Fields do seem to differ substantially in the reliability of their empirical methods. Fields differ in how feasible it is to precisely measure phenomena of interest, rather than noisy proxies. Fields differ in their ability to run tightly controlled repeatable experiments and isolate specific phenomena of interest from a web of complex interactions. Fields differ in the number of observations they have to work with. It might be that fields with imprecise empirical methods are much more hesitant to publish null results, because there is much less signal imputed to null results. Nine times out of ten, a null result just means the data was too noisy to see the signal.
A field with very reliable empirical methods might be more willing to publish null results than a field where empirical work is “more art than science.” A tragic outcome of this theory of publication bias is that it predicts publication bias will be worst in the fields with the weakest empirical methods, exacerbating the already rough state of empirical work in those fields!
These theories of publication bias make somewhat different predictions. Under the surprise theory, null results will be easier to publish when positive results are expected, because that’s when null results are most surprising. Under the skepticism theory, null results will be harder to publish when positive results are expected, because that’s when it’s more likely that the research messed up the test. That said, it could be that both theories are true to some degree, and pull in different directions.

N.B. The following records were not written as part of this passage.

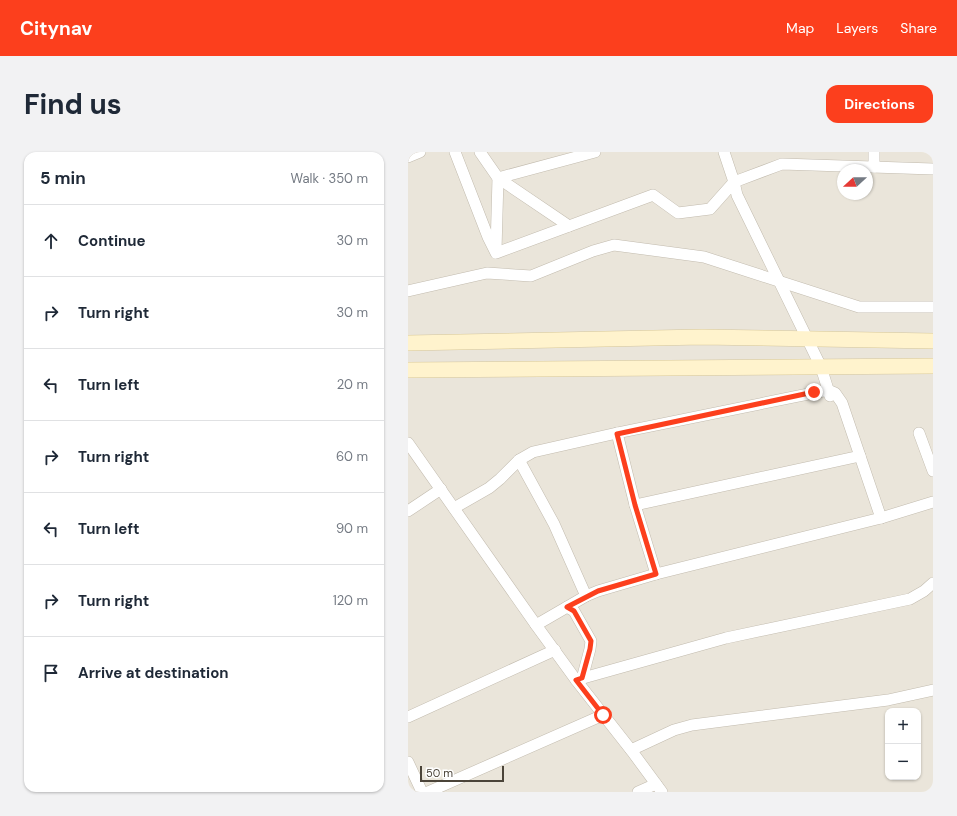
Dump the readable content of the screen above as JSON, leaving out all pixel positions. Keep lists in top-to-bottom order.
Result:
{
  "scale_bar": "50 m",
  "north": "left",
  "page": {
    "header": "Citynav",
    "nav": ["Map", "Layers", "Share"],
    "buttons": "Directions",
    "title": "Find us",
    "heading": ["5 min", "Walk · 350 m"],
    "list": [
      ["Continue", "30 m"],
      ["Turn right", "30 m"],
      ["Turn left", "20 m"],
      ["Turn right", "60 m"],
      ["Turn left", "90 m"],
      ["Turn right", "120 m"],
      "Arrive at destination"
    ],
    "map_buttons": ["+", "−"],
    "scale": "50 m"
  }
}
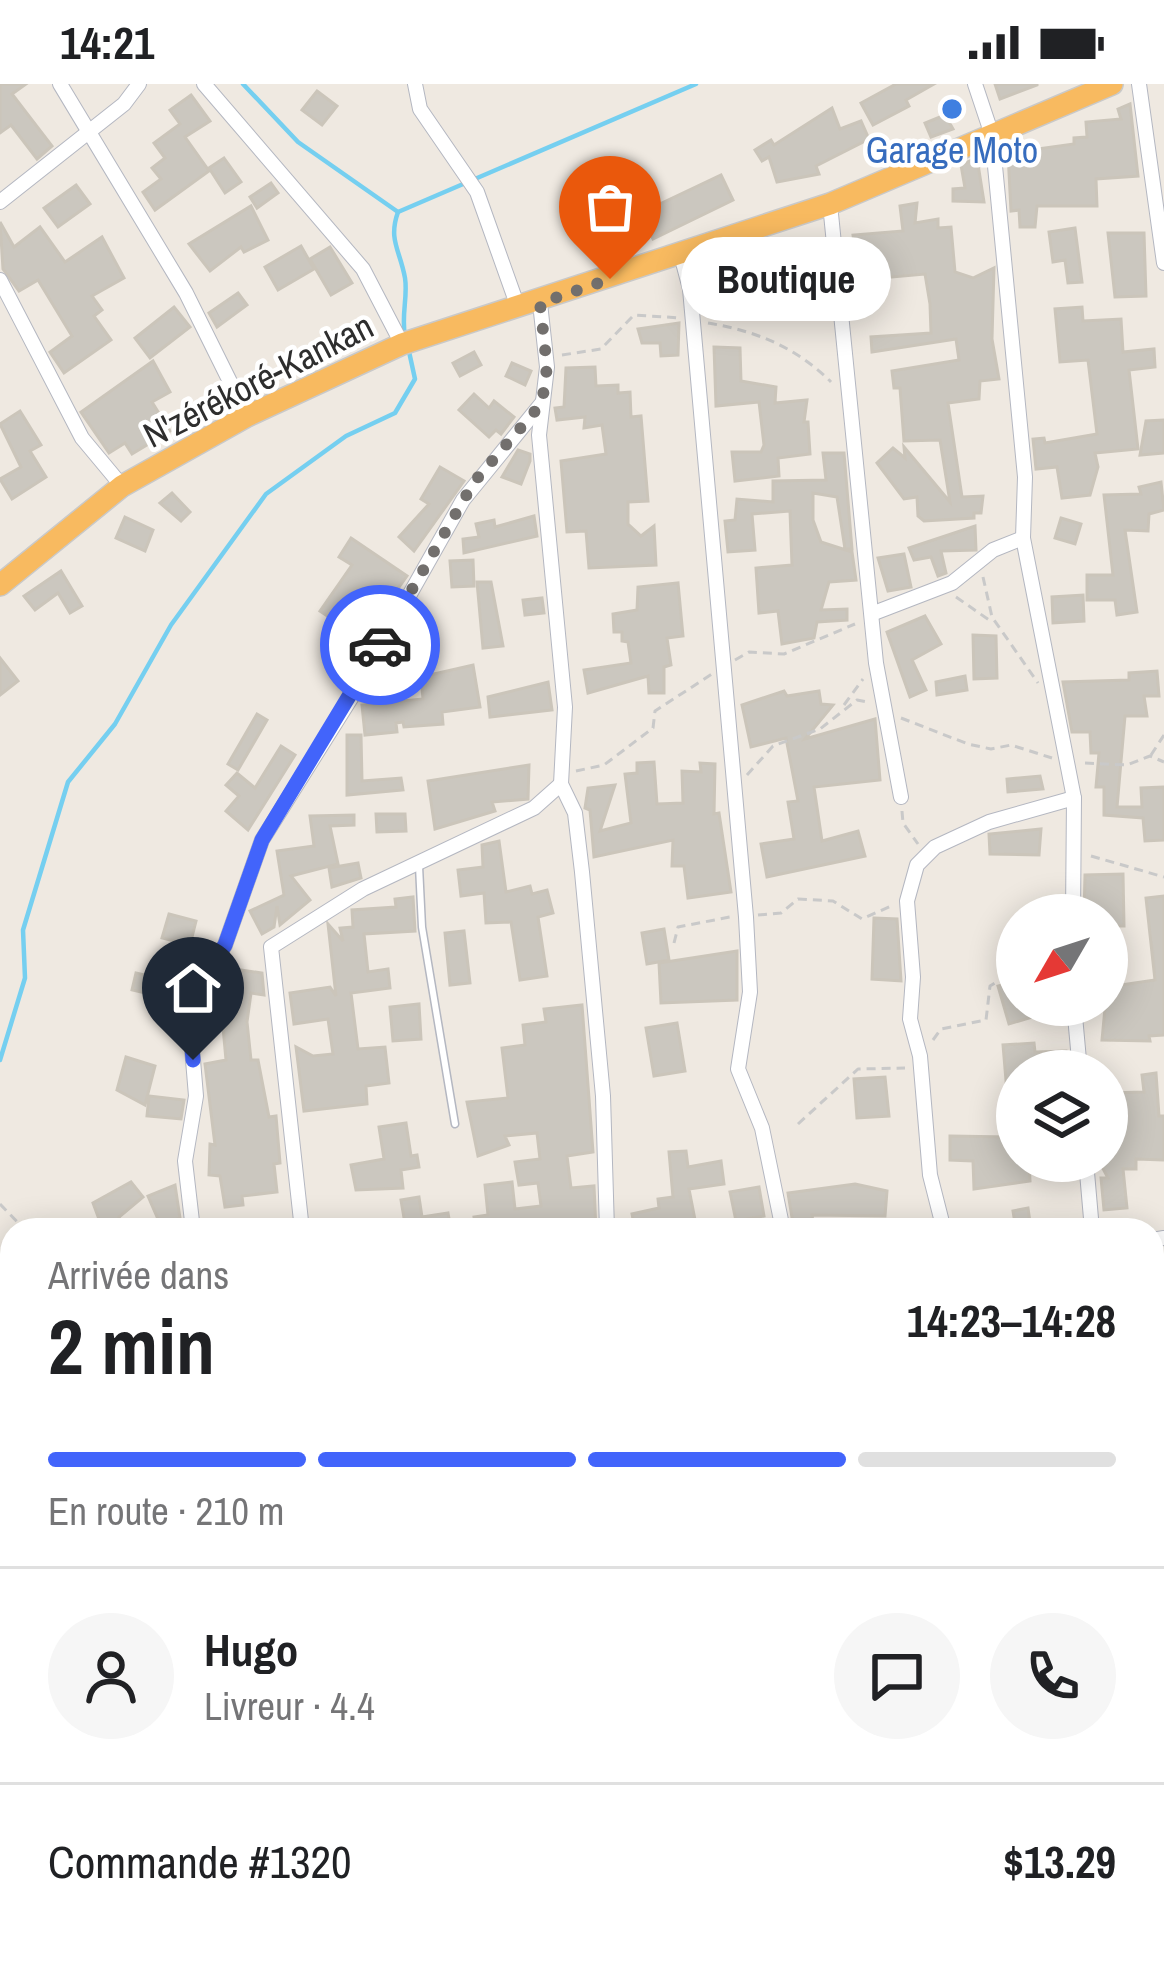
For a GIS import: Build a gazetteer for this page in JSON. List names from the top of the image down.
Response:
{
  "streets": {
    "highway": ["N'zérékoré-Kankan"]
  },
  "places": ["Garage Moto", "Boutique"],
  "north": "bottom left",
  "page": {
    "status": "14:21",
    "bubble": "Boutique",
    "heading": ["2 min", "Arrivée dans", "14:23–14:28"],
    "panel": [
      "Hugo",
      "Livreur · 4.4",
      "Commande #1320",
      "$13.29"
    ],
    "bar": "En route · 210 m"
  }
}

The post goes on to discuss how experimental evidence on publication bias, discussed in the preceding section of this email, sheds light on these theories.
To begin, we can turn to a strand of literature that conducts experiments on the ultimate source of publication bias: the people helping to decide what gets published. In these experiments, a set of randomly selected peer reviewers or editors view one version of a description of a (fictitious) research project and another set of peer reviewers view a description of the same project, but with the results changed from a positive result to a null result. We then see if those shown the version with a null result rate the project as less publishable than the one with a positive result.
For example, in Chopra et al. (2022), about 500 economists assess a series of short descriptive vignettes of research projects, some of which describe positive results and some of which describe null results. As discussed here, indeed, positive results were more likely to be recommended for publication than negative ones. But Chopra and coauthors introduce a second experiment too: within each of these groups, some participants additionally see information on what a survey of experts expects the result to be. That lets us see how our expectations about what a result “should” be informs its perceived suitability for publication. As discussed above, this can help us distinguish between the surprise and skepticism theories of publication bias. Are null results easier or harder to publish when reviewers are told the result is expected to be positive?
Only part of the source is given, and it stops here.